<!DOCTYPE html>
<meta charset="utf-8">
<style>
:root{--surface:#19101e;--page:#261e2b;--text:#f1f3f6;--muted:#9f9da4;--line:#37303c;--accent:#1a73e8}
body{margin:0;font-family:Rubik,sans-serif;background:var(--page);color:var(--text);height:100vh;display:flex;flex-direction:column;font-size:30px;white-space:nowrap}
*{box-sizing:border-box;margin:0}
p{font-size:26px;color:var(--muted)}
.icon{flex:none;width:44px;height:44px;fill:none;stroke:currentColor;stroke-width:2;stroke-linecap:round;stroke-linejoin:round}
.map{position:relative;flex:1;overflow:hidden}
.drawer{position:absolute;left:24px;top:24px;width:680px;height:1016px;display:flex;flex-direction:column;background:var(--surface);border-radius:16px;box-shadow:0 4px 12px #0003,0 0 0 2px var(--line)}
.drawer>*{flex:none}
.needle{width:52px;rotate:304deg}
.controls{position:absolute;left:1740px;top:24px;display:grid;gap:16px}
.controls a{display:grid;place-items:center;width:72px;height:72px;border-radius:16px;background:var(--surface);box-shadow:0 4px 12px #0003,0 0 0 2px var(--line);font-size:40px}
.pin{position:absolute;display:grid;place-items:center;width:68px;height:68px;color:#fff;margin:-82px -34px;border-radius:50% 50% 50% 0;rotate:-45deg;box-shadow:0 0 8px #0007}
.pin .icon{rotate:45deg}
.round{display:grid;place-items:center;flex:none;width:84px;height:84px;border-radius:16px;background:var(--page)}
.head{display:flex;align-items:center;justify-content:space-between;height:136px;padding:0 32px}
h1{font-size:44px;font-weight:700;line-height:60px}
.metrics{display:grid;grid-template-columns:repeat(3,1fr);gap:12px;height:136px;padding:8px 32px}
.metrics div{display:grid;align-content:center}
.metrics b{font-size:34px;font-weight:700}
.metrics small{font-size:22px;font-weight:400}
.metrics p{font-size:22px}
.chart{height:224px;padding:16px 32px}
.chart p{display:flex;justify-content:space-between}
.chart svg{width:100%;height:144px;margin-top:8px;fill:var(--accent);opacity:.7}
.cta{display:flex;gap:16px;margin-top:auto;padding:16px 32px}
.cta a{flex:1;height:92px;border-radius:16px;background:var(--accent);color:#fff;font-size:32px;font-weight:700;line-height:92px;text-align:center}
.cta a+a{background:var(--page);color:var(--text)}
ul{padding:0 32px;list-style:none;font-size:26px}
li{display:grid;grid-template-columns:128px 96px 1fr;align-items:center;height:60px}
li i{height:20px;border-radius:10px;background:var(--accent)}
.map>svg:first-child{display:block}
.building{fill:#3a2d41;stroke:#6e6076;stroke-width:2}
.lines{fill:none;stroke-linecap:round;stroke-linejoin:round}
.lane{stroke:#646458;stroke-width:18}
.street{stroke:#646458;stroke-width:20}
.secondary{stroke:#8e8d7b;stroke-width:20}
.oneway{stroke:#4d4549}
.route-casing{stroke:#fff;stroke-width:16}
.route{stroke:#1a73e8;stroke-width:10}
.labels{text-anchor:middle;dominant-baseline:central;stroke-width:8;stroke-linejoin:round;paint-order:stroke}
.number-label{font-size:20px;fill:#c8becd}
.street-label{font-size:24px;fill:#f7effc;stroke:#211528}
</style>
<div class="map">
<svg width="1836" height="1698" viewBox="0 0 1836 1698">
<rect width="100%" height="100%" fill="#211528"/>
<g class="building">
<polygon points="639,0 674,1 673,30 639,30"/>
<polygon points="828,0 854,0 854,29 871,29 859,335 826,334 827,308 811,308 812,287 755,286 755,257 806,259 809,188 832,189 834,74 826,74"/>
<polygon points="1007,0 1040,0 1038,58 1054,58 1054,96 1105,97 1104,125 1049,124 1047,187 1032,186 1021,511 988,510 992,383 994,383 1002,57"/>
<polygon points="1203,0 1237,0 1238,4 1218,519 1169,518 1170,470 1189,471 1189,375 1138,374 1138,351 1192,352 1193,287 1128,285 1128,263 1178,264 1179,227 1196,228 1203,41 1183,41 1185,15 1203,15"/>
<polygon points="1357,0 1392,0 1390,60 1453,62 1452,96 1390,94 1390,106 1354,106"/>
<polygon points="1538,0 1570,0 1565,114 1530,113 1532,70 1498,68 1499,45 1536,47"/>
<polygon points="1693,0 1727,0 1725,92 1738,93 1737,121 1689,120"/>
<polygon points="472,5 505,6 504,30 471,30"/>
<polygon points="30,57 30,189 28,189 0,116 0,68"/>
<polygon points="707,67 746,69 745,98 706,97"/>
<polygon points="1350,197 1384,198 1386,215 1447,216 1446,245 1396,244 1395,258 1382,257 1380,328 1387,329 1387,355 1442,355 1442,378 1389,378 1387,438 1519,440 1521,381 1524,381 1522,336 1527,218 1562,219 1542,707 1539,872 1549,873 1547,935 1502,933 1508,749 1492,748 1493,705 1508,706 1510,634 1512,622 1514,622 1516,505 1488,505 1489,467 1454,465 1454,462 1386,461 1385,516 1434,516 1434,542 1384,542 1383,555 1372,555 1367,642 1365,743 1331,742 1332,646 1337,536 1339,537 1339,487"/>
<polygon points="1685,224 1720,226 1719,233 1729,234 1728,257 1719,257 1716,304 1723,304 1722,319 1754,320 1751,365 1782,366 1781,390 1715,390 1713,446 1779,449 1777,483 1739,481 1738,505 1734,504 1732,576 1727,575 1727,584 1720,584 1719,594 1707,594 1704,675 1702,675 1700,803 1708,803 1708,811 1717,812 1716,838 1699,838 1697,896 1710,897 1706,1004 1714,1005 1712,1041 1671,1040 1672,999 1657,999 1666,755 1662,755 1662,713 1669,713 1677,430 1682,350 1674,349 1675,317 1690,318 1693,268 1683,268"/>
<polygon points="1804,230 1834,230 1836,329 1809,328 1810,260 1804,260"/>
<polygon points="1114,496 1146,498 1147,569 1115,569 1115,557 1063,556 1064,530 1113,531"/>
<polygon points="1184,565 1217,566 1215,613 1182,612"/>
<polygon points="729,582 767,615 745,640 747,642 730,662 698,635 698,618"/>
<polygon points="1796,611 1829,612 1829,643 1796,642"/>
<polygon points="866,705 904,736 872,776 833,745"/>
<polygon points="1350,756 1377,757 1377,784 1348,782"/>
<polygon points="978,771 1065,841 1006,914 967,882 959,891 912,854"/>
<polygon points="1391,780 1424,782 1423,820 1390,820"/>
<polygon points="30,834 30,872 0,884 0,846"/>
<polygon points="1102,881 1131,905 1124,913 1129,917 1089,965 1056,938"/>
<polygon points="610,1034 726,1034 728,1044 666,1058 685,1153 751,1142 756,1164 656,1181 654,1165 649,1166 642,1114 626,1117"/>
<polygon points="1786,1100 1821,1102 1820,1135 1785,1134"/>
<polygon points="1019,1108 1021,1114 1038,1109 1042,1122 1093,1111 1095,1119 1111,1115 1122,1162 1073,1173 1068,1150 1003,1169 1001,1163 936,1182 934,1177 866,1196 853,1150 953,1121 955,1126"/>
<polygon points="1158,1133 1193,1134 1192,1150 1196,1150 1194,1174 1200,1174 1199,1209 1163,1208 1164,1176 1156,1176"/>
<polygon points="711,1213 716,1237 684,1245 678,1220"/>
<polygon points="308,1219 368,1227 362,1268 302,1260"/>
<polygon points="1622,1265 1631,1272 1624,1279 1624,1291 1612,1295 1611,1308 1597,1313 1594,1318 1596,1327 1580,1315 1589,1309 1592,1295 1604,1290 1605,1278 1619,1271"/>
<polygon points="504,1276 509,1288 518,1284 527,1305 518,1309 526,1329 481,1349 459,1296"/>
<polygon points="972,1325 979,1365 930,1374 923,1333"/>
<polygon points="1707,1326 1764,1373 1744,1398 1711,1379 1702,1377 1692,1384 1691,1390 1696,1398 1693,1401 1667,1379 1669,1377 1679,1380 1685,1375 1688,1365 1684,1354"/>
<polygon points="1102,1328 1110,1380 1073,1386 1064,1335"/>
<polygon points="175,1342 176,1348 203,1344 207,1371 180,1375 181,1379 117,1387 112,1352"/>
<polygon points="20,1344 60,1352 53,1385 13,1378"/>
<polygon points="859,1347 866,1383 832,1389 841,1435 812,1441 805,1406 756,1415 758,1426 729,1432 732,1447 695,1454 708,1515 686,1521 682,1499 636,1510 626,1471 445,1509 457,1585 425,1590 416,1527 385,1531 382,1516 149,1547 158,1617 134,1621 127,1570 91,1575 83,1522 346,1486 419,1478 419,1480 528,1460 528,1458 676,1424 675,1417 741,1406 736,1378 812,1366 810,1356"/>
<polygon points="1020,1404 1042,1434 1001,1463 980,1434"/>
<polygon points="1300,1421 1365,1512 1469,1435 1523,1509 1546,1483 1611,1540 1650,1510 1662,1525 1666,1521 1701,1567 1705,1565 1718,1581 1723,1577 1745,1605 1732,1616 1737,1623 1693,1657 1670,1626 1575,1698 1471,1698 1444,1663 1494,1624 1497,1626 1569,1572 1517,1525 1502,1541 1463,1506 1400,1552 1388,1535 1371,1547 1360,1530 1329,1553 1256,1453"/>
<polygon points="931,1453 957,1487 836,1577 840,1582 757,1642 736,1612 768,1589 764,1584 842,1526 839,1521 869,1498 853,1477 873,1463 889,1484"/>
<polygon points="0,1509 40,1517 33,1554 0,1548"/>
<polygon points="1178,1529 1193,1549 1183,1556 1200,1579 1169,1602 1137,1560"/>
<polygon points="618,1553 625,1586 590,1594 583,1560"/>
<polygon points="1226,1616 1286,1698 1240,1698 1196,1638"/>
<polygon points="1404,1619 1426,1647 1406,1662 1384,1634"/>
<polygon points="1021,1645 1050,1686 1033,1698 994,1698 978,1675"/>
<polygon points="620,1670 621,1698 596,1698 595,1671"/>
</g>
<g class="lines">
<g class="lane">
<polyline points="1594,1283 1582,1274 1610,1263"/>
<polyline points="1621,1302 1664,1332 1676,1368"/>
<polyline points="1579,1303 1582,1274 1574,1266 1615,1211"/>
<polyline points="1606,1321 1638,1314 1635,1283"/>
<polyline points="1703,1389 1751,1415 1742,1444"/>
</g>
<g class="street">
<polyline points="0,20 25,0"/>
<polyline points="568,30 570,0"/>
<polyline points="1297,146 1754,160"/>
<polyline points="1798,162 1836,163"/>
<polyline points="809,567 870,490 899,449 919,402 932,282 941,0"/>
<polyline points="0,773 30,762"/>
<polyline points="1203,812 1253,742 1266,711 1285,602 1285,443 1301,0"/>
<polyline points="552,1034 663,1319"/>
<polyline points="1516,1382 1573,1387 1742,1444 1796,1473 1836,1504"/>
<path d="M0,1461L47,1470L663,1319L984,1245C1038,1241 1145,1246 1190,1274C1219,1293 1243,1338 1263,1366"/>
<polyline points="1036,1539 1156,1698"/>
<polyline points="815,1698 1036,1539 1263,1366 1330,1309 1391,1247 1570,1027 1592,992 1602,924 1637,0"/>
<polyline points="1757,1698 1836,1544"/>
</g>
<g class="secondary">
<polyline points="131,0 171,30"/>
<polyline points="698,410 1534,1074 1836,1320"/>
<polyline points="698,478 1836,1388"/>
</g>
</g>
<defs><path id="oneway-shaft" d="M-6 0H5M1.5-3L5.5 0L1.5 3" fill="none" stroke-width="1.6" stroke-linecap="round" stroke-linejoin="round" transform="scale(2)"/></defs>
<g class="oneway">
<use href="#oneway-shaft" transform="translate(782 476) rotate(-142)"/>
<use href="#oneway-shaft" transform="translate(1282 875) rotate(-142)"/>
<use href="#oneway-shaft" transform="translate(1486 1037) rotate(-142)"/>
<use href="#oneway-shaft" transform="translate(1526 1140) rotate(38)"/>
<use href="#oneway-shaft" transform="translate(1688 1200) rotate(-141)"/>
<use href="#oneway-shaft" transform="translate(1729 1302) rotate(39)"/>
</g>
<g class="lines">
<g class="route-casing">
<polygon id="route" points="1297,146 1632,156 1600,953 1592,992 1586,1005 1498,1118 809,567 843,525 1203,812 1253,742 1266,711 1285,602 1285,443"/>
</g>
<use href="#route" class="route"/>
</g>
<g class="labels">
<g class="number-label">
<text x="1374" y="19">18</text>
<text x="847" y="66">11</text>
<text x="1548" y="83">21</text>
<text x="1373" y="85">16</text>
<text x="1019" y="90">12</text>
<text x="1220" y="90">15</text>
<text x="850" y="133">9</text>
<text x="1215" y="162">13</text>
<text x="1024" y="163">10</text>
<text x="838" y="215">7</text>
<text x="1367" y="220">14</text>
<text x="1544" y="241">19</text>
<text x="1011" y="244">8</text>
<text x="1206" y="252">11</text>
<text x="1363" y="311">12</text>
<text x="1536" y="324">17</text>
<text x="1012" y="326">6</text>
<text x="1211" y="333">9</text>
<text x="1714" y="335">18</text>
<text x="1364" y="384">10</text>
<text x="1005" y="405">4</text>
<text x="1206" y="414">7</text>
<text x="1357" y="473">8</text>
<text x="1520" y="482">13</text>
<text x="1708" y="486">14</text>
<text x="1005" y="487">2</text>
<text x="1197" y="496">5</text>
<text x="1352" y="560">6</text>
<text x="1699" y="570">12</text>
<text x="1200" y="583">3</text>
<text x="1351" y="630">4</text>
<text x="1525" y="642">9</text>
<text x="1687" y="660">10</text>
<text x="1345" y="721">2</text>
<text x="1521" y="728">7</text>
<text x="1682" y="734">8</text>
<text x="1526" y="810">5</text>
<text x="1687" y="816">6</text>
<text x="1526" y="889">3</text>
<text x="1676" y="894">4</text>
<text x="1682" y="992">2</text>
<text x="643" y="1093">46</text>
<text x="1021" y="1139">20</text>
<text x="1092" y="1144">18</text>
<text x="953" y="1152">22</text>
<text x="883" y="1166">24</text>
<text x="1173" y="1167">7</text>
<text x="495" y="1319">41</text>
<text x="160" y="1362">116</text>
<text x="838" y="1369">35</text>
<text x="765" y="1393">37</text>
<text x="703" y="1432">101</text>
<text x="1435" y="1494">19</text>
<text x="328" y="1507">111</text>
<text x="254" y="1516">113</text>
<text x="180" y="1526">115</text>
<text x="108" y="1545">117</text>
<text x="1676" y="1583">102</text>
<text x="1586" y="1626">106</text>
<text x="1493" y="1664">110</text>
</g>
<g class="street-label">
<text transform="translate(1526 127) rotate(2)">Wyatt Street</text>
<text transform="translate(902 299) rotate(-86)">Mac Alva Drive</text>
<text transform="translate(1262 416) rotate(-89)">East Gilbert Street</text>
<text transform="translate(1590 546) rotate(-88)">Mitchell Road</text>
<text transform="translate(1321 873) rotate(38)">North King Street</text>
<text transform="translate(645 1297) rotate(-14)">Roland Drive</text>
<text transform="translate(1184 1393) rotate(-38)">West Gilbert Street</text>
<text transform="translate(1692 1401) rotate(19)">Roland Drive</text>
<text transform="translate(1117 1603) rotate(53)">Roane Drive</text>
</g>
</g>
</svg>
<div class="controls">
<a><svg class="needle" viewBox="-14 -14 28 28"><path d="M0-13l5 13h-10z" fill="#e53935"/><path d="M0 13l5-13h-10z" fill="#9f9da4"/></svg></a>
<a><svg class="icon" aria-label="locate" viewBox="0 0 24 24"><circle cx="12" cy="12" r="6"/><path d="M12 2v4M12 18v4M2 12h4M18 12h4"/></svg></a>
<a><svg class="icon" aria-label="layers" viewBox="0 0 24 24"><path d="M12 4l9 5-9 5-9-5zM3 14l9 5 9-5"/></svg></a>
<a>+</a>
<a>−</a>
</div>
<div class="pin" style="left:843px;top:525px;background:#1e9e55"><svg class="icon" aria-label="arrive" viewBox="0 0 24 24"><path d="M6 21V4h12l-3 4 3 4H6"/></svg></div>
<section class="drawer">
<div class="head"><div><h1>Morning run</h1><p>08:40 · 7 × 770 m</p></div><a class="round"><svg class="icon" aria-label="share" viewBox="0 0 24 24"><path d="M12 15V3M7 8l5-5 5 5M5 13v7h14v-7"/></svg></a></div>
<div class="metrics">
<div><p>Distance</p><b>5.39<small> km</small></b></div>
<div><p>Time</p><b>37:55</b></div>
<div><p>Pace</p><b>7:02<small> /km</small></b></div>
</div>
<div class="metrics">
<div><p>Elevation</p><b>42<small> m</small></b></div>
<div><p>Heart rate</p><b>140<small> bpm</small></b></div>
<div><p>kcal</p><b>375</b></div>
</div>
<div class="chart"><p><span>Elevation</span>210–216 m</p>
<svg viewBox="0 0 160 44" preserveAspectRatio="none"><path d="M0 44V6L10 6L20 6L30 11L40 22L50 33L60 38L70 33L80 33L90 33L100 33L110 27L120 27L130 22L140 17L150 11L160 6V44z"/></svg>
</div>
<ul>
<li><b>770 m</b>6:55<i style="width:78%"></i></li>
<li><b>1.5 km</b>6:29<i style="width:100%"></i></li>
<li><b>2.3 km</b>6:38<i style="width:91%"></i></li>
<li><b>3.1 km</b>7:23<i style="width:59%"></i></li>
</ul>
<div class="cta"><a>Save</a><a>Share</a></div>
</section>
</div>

□ □ □ □ □

• **PROBLEM**:
The answer must consist of every line above that holds the string "Elevation", copied exactly.

• **EXERCISE RESULT**:
<div><p>Elevation</p><b>42<small> m</small></b></div>
<div class="chart"><p><span>Elevation</span>210–216 m</p>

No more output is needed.